There is a version of AI-in-science where behavioral researchers stop worrying about which model they used and cite GPT-4 like any other tool. A Nature Reviews Psychology piece argues that version is not compatible with reproducibility, because the models behind those citations are moving targets that nobody outside the lab that built them can actually inspect.

The core complaint is straightforward. Proprietary LLMs are black boxes: their architectures, training data, and model parameters are not publicly available. The article calls out GPT-4 specifically, noting that OpenAI withholds details about its architecture, pre-training corpora, dataset composition, and parameter count. External researchers cannot access the hyperparameter configurations or optimization strategies that produced a result, so they cannot fully redo what an author did even with the same prompts.

The situation gets worse across time. Providers push unannounced version and system-prompt updates that can alter agent behavior between runs, meaning a prompt that gave one result to a paper's original authors can give a different result to a replicator months later. On top of that, the article flags a data-leakage concern: since it is unclear what data a proprietary model was trained on, a benchmark or stimulus set may already sit in the model's weights and quietly inflate whatever it is measuring.

The recommendation is what you would expect. Prioritize open-weight models, which let researchers deploy the identical model version by publishing and making trained parameters freely available for download, and standardize reporting so studies that rely on a proprietary API include at least one open-source baseline. The reasoning is that open-weight evaluations reportedly produce more stable and replicable findings than API-based evaluations of equivalent proprietary systems.

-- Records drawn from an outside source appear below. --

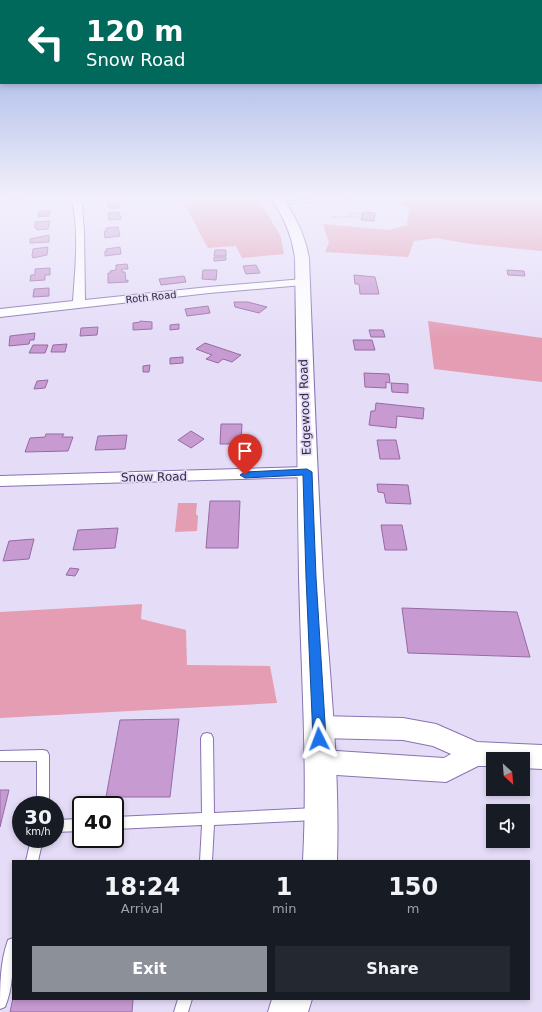 <!DOCTYPE html>
<style>
body{margin:0;font-family:"DejaVu Sans",sans-serif;background:#242831;color:#f1f3f6;height:100vh;display:flex;flex-direction:column;font-size:15px;white-space:nowrap}
*{box-sizing:border-box;margin:0}
p{font-size:13px;color:#9ea1a6}
.icon{flex:none;width:22px;height:22px;fill:none;stroke:currentColor;stroke-width:2;stroke-linecap:round;stroke-linejoin:round}
.map{position:relative;flex:1;overflow:hidden}
.drawer{position:absolute;left:12px;top:860px;width:518px;height:140px;display:flex;flex-direction:column;background:#171b24;border-radius:0px;box-shadow:0 2px 6px #0003}
.drawer>*{flex:none}
.banner{position:absolute;left:0px;top:0px;width:542px;height:84px;box-shadow:0 2px 6px #0003;background:#00695c;color:#fff;overflow:hidden}
.needle{width:26px;rotate:154deg}
.tools{position:absolute;left:486px;top:752px;display:grid;gap:8px}
.tools a{display:grid;place-items:center;width:44px;height:44px;border-radius:0px;background:#171b24;box-shadow:0 2px 6px #0003;font-size:20px}
.speed{position:absolute;left:12px;top:796px;display:flex;gap:8px;font-size:20px;font-weight:700;text-align:center}
.speed>*{display:grid;place-content:center;width:52px;height:52px;border-radius:50%;background:#171b24;box-shadow:0 2px 6px #0003;line-height:1}
.speed small{font-size:10px;font-weight:400}
.speed .limit{border:2px solid #111;border-radius:6px;background:#fff;color:#111}
.pin{position:absolute;display:grid;place-items:center;width:34px;height:34px;color:#fff;margin:-41px -17px;border-radius:50% 50% 50% 0;rotate:-45deg;box-shadow:0 0 4px #0007}
.pin .icon{rotate:45deg}
.me{position:absolute;width:44px;margin:-22px;rotate:357deg;stroke-linejoin:round;filter:drop-shadow(0 0 3px #0008)}
.turn{display:flex;align-items:center;gap:14px;height:84px;padding:0 20px;font-size:18px}
.turn .icon{width:52px;height:52px;stroke-width:2.5}
.turn b{display:block;font-size:28px;line-height:34px}
.eta{display:flex;justify-content:space-evenly;align-items:center;height:68px;text-align:center}
.eta b{font-size:24px;font-weight:800;line-height:28px}
.button{display:flex;gap:8px;margin-top:auto;padding:8px 20px}
.button a{flex:1;height:46px;border-radius:0px;background:#8c9099;color:#fff;font-size:16px;font-weight:800;line-height:46px;text-align:center}
.button a+a{background:#242831;color:#f1f3f6}
.map>svg:first-child{display:block}
.green{fill:#e49db3}
.building{fill:#c79ad2;stroke:#966ba1}
.lines{fill:none;stroke-linecap:round;stroke-linejoin:round}
.lane-casing{stroke:#8873b0;stroke-width:2}
.street-casing{stroke:#8873b0;stroke-width:2}
.secondary-casing{stroke:#8873b0;stroke-width:2}
.path{stroke:#9d95af;stroke-width:1.5;stroke-dasharray:1.5 1.5;stroke-linecap:butt}
.lane{fill:#fff;fill-rule:evenodd}
.street{fill:#fff;fill-rule:evenodd}
.secondary{fill:#fff;fill-rule:evenodd}
.route{fill:#1a73e8;stroke:#114b97}
.labels{text-anchor:middle;dominant-baseline:central;stroke-width:3.5;stroke-linejoin:round;paint-order:stroke}
.far-street-label{font-size:10px;fill:#332b44;stroke:#e5ddf8}
.street-label{font-size:12px;fill:#332b44;stroke:#e5ddf8}
</style>
<div class="map">
<svg width="542" height="1012" viewBox="0 0 542 1012">
<rect width="100%" height="100%" fill="#e5ddf8"/>
<path class="green" d="M 179,198 L 258,198 L 281,237 L 284,254 L 242,258 L 236,246 L 208,248 C 198,231 191,213 179,198 Z
M 398,198 L 542,198 L 542,251 L 471,244 L 436,238 L 414,241 L 408,257 L 325,252 L 329,243 L 323,224 L 389,230 L 407,225 L 409,208 L 397,201 Z
M 428,321 L 542,338 L 542,382 L 434,369 Z
M 178,503 L 197,503 L 196,514 L 198,516 L 197,531 L 175,532 Z
M 142,604 L 141,619 L 186,630 L 187,665 L 270,666 L 277,703 L 0,718 L 0,612 Z"/>
<path class="building" d="M 11,198 L 27,198 L 13,203 L 7,200 Z
M 119,200 L 119,208 L 109,208 L 107,201 Z
M 39,211 L 50,211 L 49,216 L 38,217 Z
M 119,212 L 121,219 L 109,220 L 108,213 Z
M 363,212 L 375,213 L 374,221 L 361,220 Z
M 50,221 L 48,229 L 37,230 L 37,228 L 35,228 L 35,222 Z
M 118,227 L 120,236 L 105,238 L 104,231 L 107,231 L 106,228 Z
M 49,235 L 49,242 L 30,243 L 30,239 Z
M 48,247 L 47,255 L 33,258 L 32,256 L 33,249 Z
M 120,247 L 121,254 L 105,256 L 105,251 L 107,251 L 106,249 Z
M 215,250 L 226,250 L 226,256 L 214,256 Z
M 214,257 L 226,257 L 226,260 L 214,261 Z
M 127,264 L 128,269 L 122,269 L 122,272 L 125,272 L 126,281 L 128,280 L 128,282 L 108,283 L 108,273 L 111,273 L 110,271 L 116,270 L 116,265 Z
M 256,265 L 260,273 L 246,274 L 243,266 Z
M 50,268 L 50,275 L 45,275 L 45,280 L 30,281 L 31,275 L 35,275 L 35,269 Z
M 203,270 L 217,270 L 216,280 L 202,279 Z
M 507,270 L 524,271 L 525,276 L 508,275 Z
M 354,275 L 375,277 L 379,294 L 360,294 L 359,284 L 355,284 Z
M 184,276 L 186,282 L 161,285 L 159,279 Z
M 49,288 L 49,296 L 33,297 L 34,289 Z
M 234,302 L 248,302 L 267,307 L 259,313 L 235,307 Z
M 208,306 L 210,313 L 187,316 L 185,309 Z
M 140,321 L 152,322 L 152,329 L 133,330 L 133,323 L 140,322 Z
M 179,324 L 179,329 L 170,330 L 170,325 Z
M 98,327 L 97,335 L 80,336 L 81,328 Z
M 369,330 L 383,330 L 385,337 L 371,337 Z
M 35,333 L 34,340 L 30,340 L 29,344 L 9,346 L 10,336 Z
M 353,340 L 372,340 L 375,350 L 355,350 Z
M 205,343 L 241,355 L 232,362 L 223,359 L 218,363 L 206,359 L 212,355 L 196,349 Z
M 67,344 L 65,352 L 51,352 L 53,345 Z
M 33,345 L 48,345 L 45,353 L 29,353 Z
M 183,357 L 183,363 L 170,364 L 170,358 Z
M 150,365 L 149,372 L 143,372 L 143,366 Z
M 364,373 L 389,374 L 390,383 L 386,382 L 386,388 L 365,387 Z
M 48,380 L 45,388 L 34,389 L 37,381 Z
M 391,383 L 408,384 L 408,393 L 392,392 Z
M 376,403 L 424,408 L 423,419 L 397,416 L 396,428 L 369,425 L 371,411 L 375,411 Z
M 221,424 L 242,424 L 241,444 L 220,444 Z
M 191,431 L 204,439 L 191,448 L 178,440 Z
M 46,434 L 64,434 L 62,437 L 73,437 L 68,451 L 25,452 L 30,438 L 45,437 Z
M 127,435 L 125,449 L 95,450 L 98,436 Z
M 377,440 L 396,440 L 400,459 L 380,459 Z
M 377,484 L 408,485 L 411,504 L 386,503 L 384,493 L 378,492 Z
M 210,501 L 240,501 L 238,548 L 206,548 Z
M 381,525 L 402,525 L 407,550 L 385,550 Z
M 118,528 L 115,548 L 73,550 L 78,530 Z
M 34,539 L 29,559 L 3,561 L 9,541 Z
M 70,568 L 79,569 L 75,576 L 66,575 Z
M 402,608 L 517,612 L 530,657 L 408,653 Z
M 179,719 L 170,797 L 106,797 L 120,720 Z
M 0,790 L 9,790 L 0,827 Z
M 13,998 L 13,999 L 133,999 L 132,1012 L 10,1012 Z"/>
<g class="lines">
<g class="lane-casing">
<path id="lane" d="M 330,198 L 355,198 L 280,204 L 278,203 L 280,202 Z
M 207,733 L 211,734 L 213,738 L 214,813 L 315,808 L 319,810 L 321,814 L 319,818 L 315,820 L 214,825 L 212,861 L 200,861 L 202,825 L 115,829 L 115,817 L 202,813 L 201,738 L 203,734 Z
M 43,750 L 47,751 L 49,755 L 49,805 L 37,805 L 37,761 L 0,761 L 0,751 Z
M 81,819 L 81,831 L 55,832 L 55,820 Z
M 31,839 L 43,839 L 38,861 L 26,861 Z
M 13,938 C 13,961 14,985 5,1007 L 0,1009 C 0,986 0,962 8,940 Z
M 178,999 L 192,999 L 188,1012 L 174,1012 Z"/>
</g>
<g class="street-casing">
<path id="street" d="M 71,198 L 79,198 L 82,205 L 84,232 L 85,300 L 209,287 L 303,279 L 308,282 L 303,285 L 209,293 L 0,317 L 0,309 L 73,301 C 75,272 80,226 71,198 Z
M 307,467 L 313,468 L 315,472 L 313,476 L 307,477 L 0,486 L 0,476 Z
M 319,716 L 403,718 L 436,724 L 477,742 L 542,745 L 542,769 L 523,768 L 523,759 L 493,759 L 493,766 L 478,766 L 446,782 L 321,774 L 312,770 L 309,762 L 312,754 L 321,750 L 444,758 L 451,754 L 433,746 L 403,740 L 319,738 L 311,735 L 307,727 L 311,719 Z"/>
</g>
<g class="secondary-casing">
<path id="secondary" d="M 271,198 L 282,198 C 296,216 305,236 309,258 C 313,364 317,470 323,576 C 329,671 340,766 337,861 L 303,861 C 308,766 301,671 299,576 C 297,470 297,364 295,258 C 292,235 284,217 271,198 Z
M 272,999 L 312,999 L 308,1012 L 268,1012 Z"/>
</g>
<path class="path" d="M 350,216 L 352,213 L 362,214
M 332,217 L 359,217"/>
<use href="#lane" class="lane"/>
<use href="#street" class="street"/>
<use href="#secondary" class="secondary"/>
</g>
<linearGradient id="sky" x2="0" y2="1"><stop stop-color="#8ca4de"/><stop offset="0.58" stop-color="#f3f0fc"/><stop offset="1" stop-color="#f3f0fc" stop-opacity="0"/></linearGradient>
<rect width="542" height="340" fill="url(#sky)"/>
<path class="route" d="M 307,469 L 312,472 L 316,577 L 326,739 L 324,743 L 319,745 L 315,743 L 313,739 L 306,577 L 303,475 L 245,478 L 240,475 L 245,472 Z"/>
<g class="labels">
<g class="far-street-label">
<text transform="translate(151 297) rotate(-6)">Roth Road</text>
</g>
<g class="street-label">
<text transform="translate(305 407) rotate(-92)">Edgewood Road</text>
<text transform="translate(154 477) rotate(-1)">Snow Road</text>
</g>
</g>
</svg>
<div class="tools">
<a><svg class="needle" viewBox="-14 -14 28 28"><path d="M0-13l5 13h-10z" fill="#e53935"/><path d="M0 13l5-13h-10z" fill="#9ea1a6"/></svg></a>
<a><svg class="icon" aria-label="sound" viewBox="0 0 24 24"><path d="M4 9h4l5-4v14l-5-4H4zM17 9q2 3 0 6"/></svg></a>
</div>
<div class="speed"><div>30<small>km/h</small></div><div class="limit">40</div></div>
<div class="pin" style="left:245px;top:475px;background:#d93025"><svg class="icon" aria-label="arrive" viewBox="0 0 24 24"><path d="M6 21V4h12l-3 4 3 4H6"/></svg></div>
<svg class="me" style="left:319px;top:739px" viewBox="-20 -20 40 40"><path d="M0-17L14 15 0 8-14 15z" fill="#1a73e8" stroke="#fff" stroke-width="4"/></svg>
<div class="banner">
<div class="turn"><svg class="icon" aria-label="left" viewBox="0 0 24 24"><path d="M17 20v-9H6M10 6l-5 5 5 5"/></svg><div><b>120 m</b>Snow Road</div></div>
</div>
<section class="drawer">
<div class="eta">
<div><b>18:24</b><p>Arrival</p></div>
<div><b>1</b><p>min</p></div>
<div><b>150</b><p>m</p></div>
</div>
<div class="button"><a>Exit</a><a>Share</a></div>
</section>
</div>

The honest caveat is that this is a perspective in a review journal, not a large audit. The retrieved material does not quantify how many published psychology findings would actually fail replication under the proprietary-LLM regime, nor how big the capability gap is between the best open-weight model and the leading API today. But the direction is the useful part. Journals, preprint servers, and funders that want their AI-assisted psychology corpus to still be defensible in five years have a very clear ask sitting in front of them: require the open baseline.